Constantin Orasan is senior lecturer in computational linguistics at the Research Group in Computational Linguistics, University of Wolverhampton, UK. His main interests are automatic summarisation, question answering, anaphora and coreference resolution and corpus linguistics.

 

In the NLP world of Knowledge Nets
Kiril Simov & Petya Osenova - Bulgarian Academy of Sciences

Nowadays a number of initiatives have been very active, which structure the linguistic knowledge in hierarchical lexicons, called ‘nets’. Needless to say, the oldest and the most popular ‘net’ is the WordNet, which is still expanding and being developed. Then come in order also PhraseNet, FrameNet, VerbNet, etc. At the same time, our world knowledge is modelled via ontologies – upper (abstract) and domain (specific) ones. Some bridges between these two types of knowledge bases have already been established, such as construction of WordNets aligned to a top ontology in EuroWordNet, mapping of WordNet to SUMO (Suggested Upper Merged Ontology) and to DOLCE - the OntoWordNet.

The purpose of this tutorial is to discuss the properties and utility of both - the rich linguistic knowledge lexicons, on the one hand, and the ontologies, on the other. The relations between the two types of resources will be outlined with respect to various NLP applications (eLearning, Information Retrieval, etc.).

The tutorial will focus on the following topics:

1. Facing Linguistic Knowledge Nets.
A contrastive overview will be presented of the most popular nets and their design properties. These resources will be considered with respect to multilinguality, domains, visualization and potential for various NLP applications.

2. Getting the ontologies into the picture.
Linguistic knowledge is part of our world knowledge. Thus, we will focus first on the concept ‘ontology’. Our interpretation will be more NLP-oriented than philosophically considered, although the philosophical justification will be kept. Then the peculiarities of the upper as well as domain ontologies will be presented.

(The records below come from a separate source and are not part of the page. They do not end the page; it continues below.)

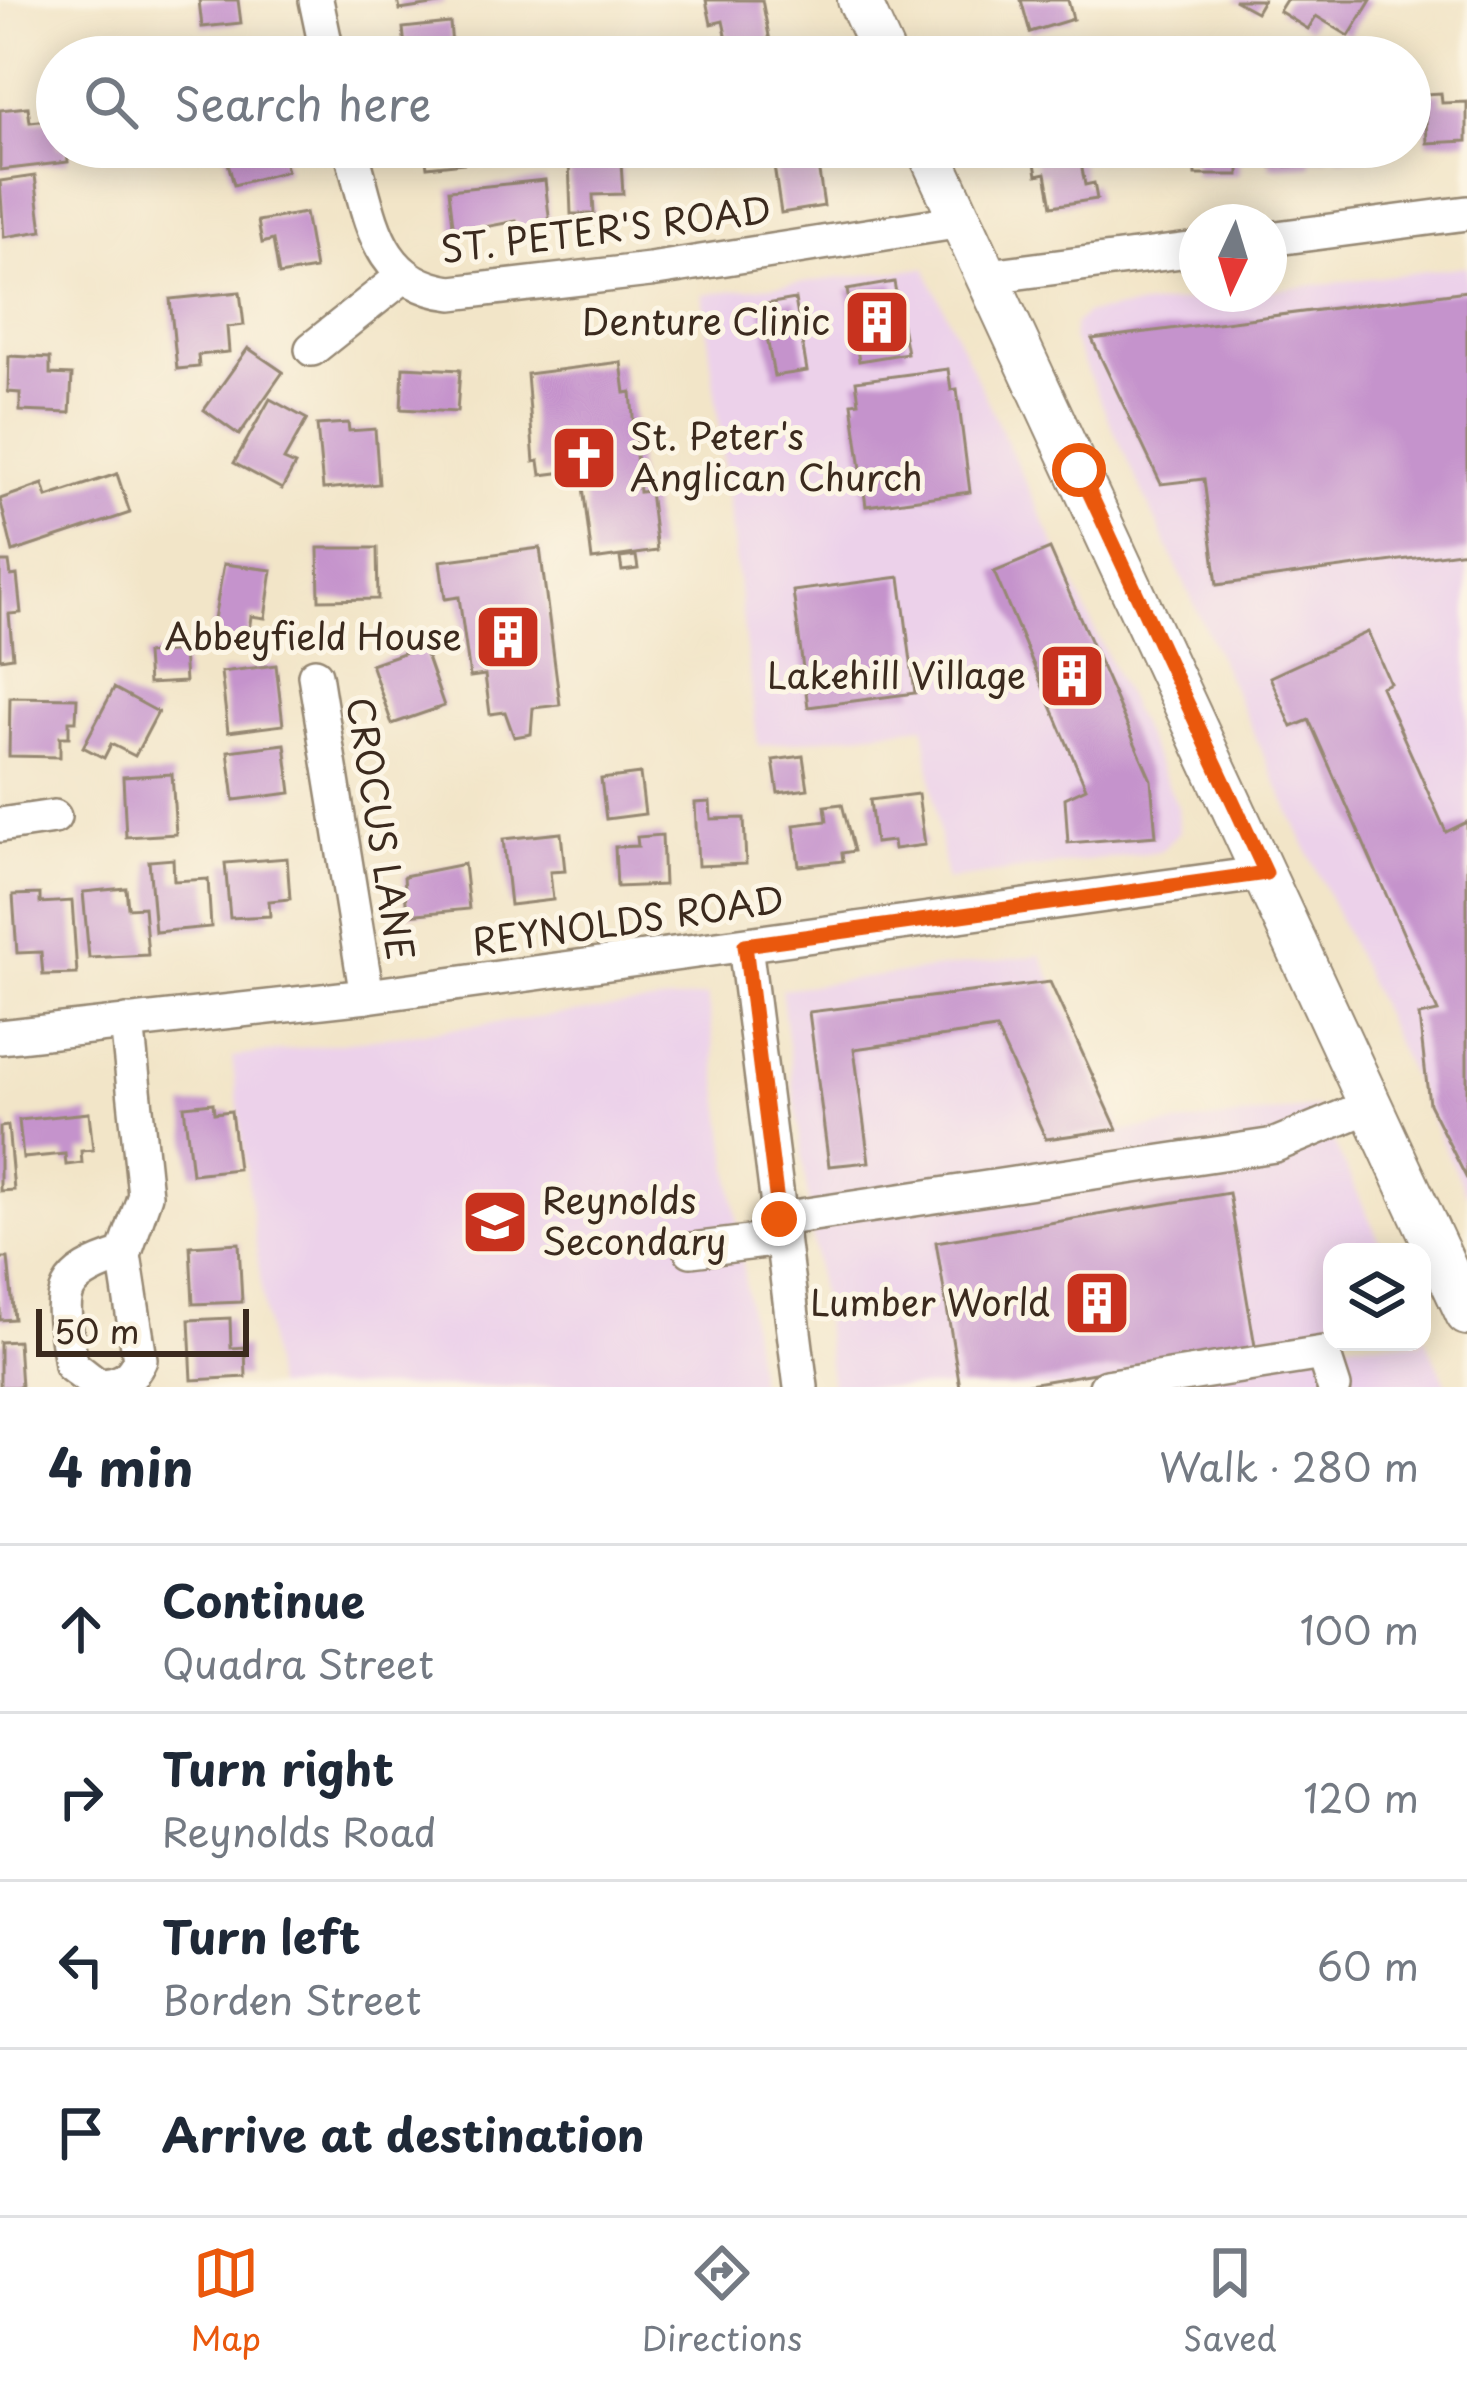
<!DOCTYPE html>
<meta charset="utf-8">
<style>
:root{--surface:#fff;--page:#f6f6f7;--text:#1f2937;--muted:#747a83;--line:#e0e1e3;--accent:#ea580c}
body{margin:0;font-family:"Playpen Sans",sans-serif;background:var(--page);color:var(--text)}
.controls{position:absolute;right:36px;bottom:36px;display:grid;overflow:hidden;border-radius:24px;box-shadow:0 6px 30px #0003}
.controls button{width:108px;height:108px;display:grid;place-items:center;padding:0;border:0;border-bottom:3px solid var(--line);background:var(--surface);color:var(--text);font:60px sans-serif}
.compass{position:absolute;left:1179px;top:204px;width:108px;height:108px;border-radius:50%;background:var(--surface);box-shadow:0 6px 30px #0003;rotate:184deg}
.scale{position:absolute;left:36px;bottom:30px;width:213px;box-sizing:border-box;padding-left:12px;border:6px solid #3b2a1e;border-top:0;font-size:33px;line-height:42px;white-space:nowrap;color:#3b2a1e;-webkit-text-stroke:9px #fcf5e5;paint-order:stroke}
.stop{position:absolute;width:36px;height:36px;margin:-27px;border:9px solid #ea580c;border-radius:50%;background:#fff}
.stop.end{background:#ea580c;border-color:#fff;box-shadow:0 3px 12px #0008}
.list{margin:0;padding:0;list-style:none}
h2{display:flex;justify-content:space-between;align-items:center;height:156px;margin:0;padding:0 48px;font-size:51px}
h2 small{font-size:39px;font-weight:400;color:var(--muted)}
.list li{display:grid;grid-template-columns:78px 1fr auto;gap:36px;align-items:center;box-sizing:border-box;height:168px;padding:0 48px;border-top:3px solid var(--line)}
.list b{display:block;font-size:45px;white-space:nowrap}
.list p{margin:0;font-size:39px;white-space:nowrap;color:var(--muted)}
.list em{font-size:39px;font-style:normal;color:var(--muted)}
.icon{flex:none;width:66px;height:66px;fill:none;stroke:currentColor;stroke-width:2;stroke-linecap:round;stroke-linejoin:round}
.map{position:relative;flex:none;width:1467px;height:1387px;overflow:hidden}
.search{position:absolute;background:var(--surface);box-shadow:0 6px 30px #0003;left:36px;right:36px;top:36px;height:132px;display:flex;align-items:center;gap:30px;box-sizing:border-box;padding:0 42px;border-radius:66px;color:var(--muted);font-size:45px}
.sheet{height:828px;background:var(--surface)}
nav{display:flex;justify-content:space-around;align-items:center;box-sizing:border-box;height:168px;border-top:3px solid var(--line);background:var(--surface);font-size:33px;color:var(--muted)}
nav a{display:grid;justify-items:center;gap:6px}
nav .on{color:var(--accent)}
.map>svg:first-child{display:block}
</style>
<div class="map">
<svg width="1467" height="1387" viewBox="0 0 1467 1387">
<rect width="100%" height="100%" fill="#fcf5e5"/>
<filter id="ink" filterUnits="userSpaceOnUse"><feTurbulence type="fractalNoise" baseFrequency=".00833" numOctaves="2"/><feDisplacementMap in="SourceGraphic" scale="24" xChannelSelector="R" yChannelSelector="G"/><feConvolveMatrix kernelMatrix="1 2 1 2 8 2 1 2 1" color-interpolation-filters="sRGB"/></filter>
<filter id="wash" filterUnits="userSpaceOnUse"><feTurbulence type="fractalNoise" baseFrequency=".004" numOctaves="4" result="noise"/><feDisplacementMap in="SourceGraphic" scale="48" xChannelSelector="R" yChannelSelector="G"/><feGaussianBlur stdDeviation="2.7" result="paint"/><feColorMatrix in="noise" values="0 0 0 0 0 0 0 0 0 0 0 0 0 0 0 0 0 1.4 0 .05"/><feComposite in="paint" operator="in"/></filter>
<g filter="url(#wash)">
<rect width="100%" height="100%" fill="#f2e5c8"/>
<!-- built -->
<g fill="#ecd1ea">
<polygon points="1467,266 1467,1197 1072,339 1074,325 1087,313"/>
<polygon points="925,268 1178,807 1179,832 1161,851 946,880 924,726 758,746 703,294"/>
<polygon points="1041,955 1123,1131 1317,1107 1385,1252 1332,1252 1332,1342 1422,1342 1422,1331 1448,1387 832,1387 781,989"/>
<polygon points="707,996 759,1387 274,1387 232,1057"/>
</g>
<g id="blocks">
<!-- building -->
<g fill="#c593cc">
<polygon points="199,0 238,0 241,23 202,27"/>
<polygon points="398,0 445,0 445,3 400,10"/>
<polygon points="706,0 762,0 771,46 730,54 723,21 711,24"/>
<polygon points="1021,0 1068,0 1073,19 1030,32"/>
<polygon points="1234,0 1263,0 1256,12"/>
<polygon points="1286,0 1371,0 1349,36 1316,16 1308,29 1279,11"/>
<polygon points="450,23 453,57 406,57 403,28"/>
<polygon points="245,43 246,57 204,57 203,46"/>
<polygon points="1076,48 1078,57 1043,57 1043,55"/>
<polygon points="1441,93 1442,103 1467,102 1467,141 1427,143 1425,94"/>
<polygon points="28,107 30,122 57,119 57,147 67,147 68,162 0,170 0,110"/>
<polygon points="280,147 287,171 234,185 225,152"/>
<polygon points="424,147 462,147 464,163 427,167"/>
<polygon points="596,147 620,147 623,194 593,195 594,214 571,214 569,161 597,159"/>
<polygon points="1043,147 1078,147 1085,185 1094,183 1097,199 1052,206 1046,173 1037,175 1034,157 1044,155"/>
<polygon points="1194,147 1239,147 1239,175 1195,175"/>
<polygon points="1269,147 1328,147 1328,157 1311,158 1311,165 1270,167"/>
<polygon points="1337,147 1388,147 1389,155 1338,158"/>
<polygon points="816,152 824,206 781,213 773,159"/>
<polygon points="35,176 42,231 4,237 0,181"/>
<polygon points="545,180 550,225 517,229 516,221 454,233 449,190"/>
<polygon points="305,213 315,269 279,275 273,240 262,243 258,221"/>
<polygon points="894,282 907,353 859,361 847,290"/>
<polygon points="1467,291 1467,551 1217,585 1204,479 1161,484 1092,339"/>
<polygon points="240,292 244,325 227,327 229,352 198,355 199,367 177,369 170,299"/>
<polygon points="795,299 807,371 774,376 761,305"/>
<polygon points="248,348 283,372 239,435 204,410"/>
<polygon points="9,356 50,358 50,374 72,375 70,413 20,411 20,393 8,392"/>
<polygon points="621,362 625,393 631,392 639,492 650,491 657,551 592,560 581,470 541,475 539,461 534,462 527,374"/>
<polygon points="403,367 460,370 457,412 401,409"/>
<polygon points="948,369 951,390 957,389 970,492 866,506 852,403 859,402 856,381"/>
<polygon points="270,399 307,419 284,460 295,465 282,489 234,463"/>
<polygon points="348,423 349,431 375,429 379,484 323,489 317,425"/>
<polygon points="117,474 130,513 13,552 0,499 43,484 47,497"/>
<polygon points="318,548 377,548 378,599 319,600"/>
<polygon points="540,548 560,705 533,708 531,734 514,737 505,712 490,714 485,675 470,677 459,597 445,599 440,561"/>
<polygon points="1050,549 1151,780 1156,836 1068,843 1065,798 1086,788 994,572"/>
<polygon points="636,556 638,569 622,571 620,558"/>
<polygon points="0,562 9,562 11,576 17,575 21,613 9,614 13,657 0,659"/>
<polygon points="224,564 272,570 265,618 251,616 247,646 210,641"/>
<polygon points="900,577 915,693 808,707 793,591"/>
<polygon points="1368,632 1390,683 1381,687 1446,832 1467,822 1467,1179 1429,1104 1419,1016 1438,1012 1309,720 1292,727 1270,677"/>
<polygon points="423,646 444,706 392,724 371,664"/>
<polygon points="183,651 185,682 148,684 146,654"/>
<polygon points="276,665 283,725 228,732 221,672"/>
<polygon points="114,688 158,712 135,756 111,744 104,758 83,747"/>
<polygon points="10,697 77,698 76,721 69,721 69,737 60,737 60,757 9,756"/>
<polygon points="285,744 291,793 234,800 228,751"/>
<polygon points="803,756 808,789 778,793 773,760"/>
<polygon points="172,774 176,834 126,837 123,777"/>
<polygon points="640,774 645,814 606,819 601,779"/>
<polygon points="918,794 925,845 894,849 893,841 875,843 870,800"/>
<polygon points="710,802 711,819 744,818 746,864 698,866 695,803"/>
<polygon points="842,804 854,851 842,853 843,861 799,866 794,825 827,821 825,806"/>
<polygon points="561,833 565,871 550,872 553,900 510,905 503,839"/>
<polygon points="662,835 664,885 617,887 615,847 638,846 637,837"/>
<polygon points="287,858 290,899 269,901 270,916 230,918 225,863"/>
<polygon points="173,859 174,881 208,879 211,927 155,932 149,861"/>
<polygon points="464,864 469,909 407,915 404,876"/>
<polygon points="126,888 128,908 144,907 148,955 89,958 83,892"/>
<polygon points="40,894 40,903 72,901 77,974 43,975 41,952 17,953 13,895"/>
<polygon points="1050,982 1117,1129 1046,1139 996,1029 854,1049 869,1162 829,1166 809,1012"/>
<polygon points="213,1103 214,1113 231,1111 238,1169 192,1174 184,1106"/>
<polygon points="89,1113 93,1150 81,1151 82,1163 66,1165 65,1154 23,1158 19,1120"/>
<polygon points="8,1126 14,1190 0,1191 0,1127"/>
<polygon points="1229,1193 1255,1346 1011,1387 960,1387 936,1242"/>
<polygon points="239,1243 242,1302 193,1304 190,1246"/>
<polygon points="0,1258 8,1258 14,1319 0,1320"/>
<polygon points="230,1318 231,1348 245,1347 246,1377 192,1380 189,1320"/>
<polygon points="18,1341 21,1387 0,1387 0,1342"/>
</g>
</g>
</g>
<g filter="url(#ink)">
<use href="#blocks" fill-opacity="0" stroke="#968873" stroke-width="3"/>
<g fill="none" stroke-linecap="round" stroke-linejoin="round">
<defs>
<g id="minor">
<polyline points="316,0 328,57"/>
<path d="M350 147C371 212 372 283 452 293L650 270 962 221"/>
<polyline points="1269,239 1467,213"/>
<polyline points="989,276 1197,249"/>
<polyline points="312,349 401,278"/>
<polyline points="315,675 367,996"/>
<polyline points="0,825 54,817"/>
<polyline points="745,945 801,1387"/>
<polyline points="0,1037 367,996 1266,873"/>
<polyline points="780,1219 1275,1145 1372,1105"/>
<polyline points="691,1250 782,1239"/>
<path d="M124 1255C50 1278 62 1297 71 1365L98 1386C121 1385 131 1380 140 1359L124 1255 145 1195 127 1022"/>
<polyline points="1106,1387 1323,1353 1334,1387"/>
</g>
<g id="major">
<polyline points="859,0 885,57"/>
<polyline points="927,147 1467,1314"/>
</g>
</defs>
<!-- minor casing -->
<use href="#minor" stroke="#968873" stroke-width="38"/>
<!-- major casing -->
<use href="#major" stroke="#968873" stroke-width="46"/>
<!-- minor -->
<use href="#minor" stroke="#fff" stroke-width="33"/>
<!-- major -->
<use href="#major" stroke="#fff" stroke-width="42"/>
</g>
</g>
<g fill="none" stroke-linecap="round" stroke-linejoin="round" filter="url(#ink)">
<!-- route -->
<polyline stroke="#ea580c" stroke-width="15" points="779,1219 745,945 1266,873 1079,470"/>
</g>
<!-- icons -->
<defs>
<symbol id="building-square" viewBox="-11 -11 22 22"><rect x="-9" y="-9" width="18" height="18" rx="4" fill="#c8321e" stroke="#fcf5e5"/><path d="M-4-6H4V6H1V3H-1V6H-4ZM-2.5-4.3h1.7v1.8h-1.7ZM.8-4.3h1.7v1.8H.8ZM-2.5-1h1.7V.8h-1.7ZM.8-1h1.7V.8H.8Z" fill="#fff"/></symbol>
<symbol id="church-square" viewBox="-11 -11 22 22"><rect x="-9" y="-9" width="18" height="18" rx="4" fill="#c8321e" stroke="#fcf5e5"/><path d="M-1.2-6h2.4v3.5h3.3v2.4h-3.3V6h-2.4V-.1h-3.3v-2.4h3.3Z" fill="#fff"/></symbol>
<symbol id="school-square" viewBox="-11 -11 22 22"><rect x="-9" y="-9" width="18" height="18" rx="4" fill="#c8321e" stroke="#fcf5e5"/><path d="M0-5L7-2L0 1L-7-2ZM-4 1L0 2.5L4 1V4Q0 6-4 4Z" fill="#fff"/></symbol>
</defs>
<g fill-rule="evenodd">
<use href="#building-square" x="839" y="284" width="76" height="76"/>
<use href="#church-square" x="546" y="420" width="76" height="76"/>
<use href="#building-square" x="470" y="599" width="76" height="76"/>
<use href="#building-square" x="1034" y="638" width="76" height="76"/>
<use href="#school-square" x="457" y="1184" width="76" height="76"/>
<use href="#building-square" x="1059" y="1265" width="76" height="76"/>
</g>
<g text-anchor="middle" stroke-width="10" stroke-linejoin="round" paint-order="stroke">
<!-- street labels -->
<g font-size="36" fill="#3b2a1e" stroke="#fcf5e5">
<text transform="translate(606 230) rotate(-7)" y="13">ST. PETER'S ROAD</text>
<text transform="translate(380 829) rotate(81)" y="13">CROCUS LANE</text>
<text transform="translate(628 921) rotate(-8)" y="13">REYNOLDS ROAD</text>
</g>
<!-- poi labels -->
<g font-size="36" fill="#3b2a1e" stroke="#fcf5e5" text-anchor="end">
<text x="830" y="335">Denture Clinic</text>
<text x="630" y="450" text-anchor="start">St. Peter's<tspan x="630" dy="41">Anglican Church</tspan></text>
<text x="462" y="650">Abbeyfield House</text>
<text x="1026" y="689">Lakehill Village</text>
<text x="542" y="1214" text-anchor="start">Reynolds<tspan x="542" dy="41">Secondary</tspan></text>
<text x="1050" y="1316">Lumber World</text>
</g>
</g>
</svg>
<div class="controls">
<button><svg class="icon" aria-label="layers" viewBox="0 0 24 24"><path d="M12 4l9 5-9 5-9-5zM3 14l9 5 9-5"/></svg></button>
</div>
<svg class="compass" viewBox="-18 -18 36 36"><path d="M0-13l5 13h-10z" fill="#e53935"/><path d="M0 13l5-13h-10z" fill="#747a83"/></svg>
<div class="scale">50 m</div>
<div class="stop" style="left:1079px;top:470px"></div>
<div class="stop end" style="left:779px;top:1219px"></div>
<div class="search"><svg class="icon" aria-label="search" viewBox="0 0 24 24"><circle cx="10" cy="10" r="6"/><path d="M15 15l6 6"/></svg>Search here</div>
</div>
<section class="sheet">
<h2>4 min<small>Walk · 280 m</small></h2>
<ul class="list">
<li><svg class="icon" aria-label="ahead" viewBox="0 0 24 24"><path d="M12 20V5M6 11l6-6 6 6"/></svg><div><b>Continue</b><p>Quadra Street</p></div><em>100 m</em></li>
<li><svg class="icon" aria-label="right" viewBox="0 0 24 24"><path d="M7 20v-9h11M14 6l5 5-5 5"/></svg><div><b>Turn right</b><p>Reynolds Road</p></div><em>120 m</em></li>
<li><svg class="icon" aria-label="left" viewBox="0 0 24 24"><path d="M17 20v-9H6M10 6l-5 5 5 5"/></svg><div><b>Turn left</b><p>Borden Street</p></div><em>60 m</em></li>
<li><svg class="icon" aria-label="arrive" viewBox="0 0 24 24"><path d="M6 21V4h12l-3 4 3 4H6"/></svg><div><b>Arrive at destination</b></div></li>
</ul>
</section>
<nav>
<a class="on"><svg class="icon" aria-label="map" viewBox="0 0 24 24"><path d="M3 6l6-2 6 2 6-2v14l-6 2-6-2-6 2zM9 4v14M15 6v14"/></svg>Map</a>
<a><svg class="icon" aria-label="directions" viewBox="0 0 24 24"><path d="M12 3l9 9-9 9-9-9zM9 14v-3h6M13 9l2 2-2 2"/></svg>Directions</a>
<a><svg class="icon" aria-label="saved" viewBox="0 0 24 24"><path d="M7 4h10v16l-5-4-5 4z"/></svg>Saved</a>
</nav>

The inheritance and control mechanisms, which go from the upper to the domain one will be featured. Also, the role of the nets from the ontological point of view will be shown.

3. The “war for domination” between the nets and the ontologies.
Very often, in the NLP world the distinction between a linguistic knowledge net and ontology is blurred due to terminological ambiguity and non-clarity. We will discuss the criteria for deciding which resource is a linguistic net and which is an ontology. On the other hand, the nets serve as a ‘middle’ part between the upper and the domain ontologies. This interaction, however, is not trivial. Thus, some mapping procedures in this respect will be outlined as well.

This tutorial aims at a broader audience. It is meant to be suitable for all students and researchers who work or are interested in creating, implementing, and using rich knowledge resources in an NLP environment.

Kiril Simov is a senior researcher at Linguistic Modeling Department, IPP, Bulgarian Academy of Sciences. His main interests are developing and using knowledge-based tools and approaches to linguistic information and tasks, language resources, semantic dictionaries and ontologies.

Petya Osenova is a senior researcher at Linguistic Modeling Department, IPP, Bulgarian Academy of Sciences, and associate professor in Morphology and Syntax at the Sofia University “St. Kl. Ohridski”. Her research interests are in the area of morphology, syntax, lexical knowledge bases, formal grammars, corpus linguistics, question answering, HPSG.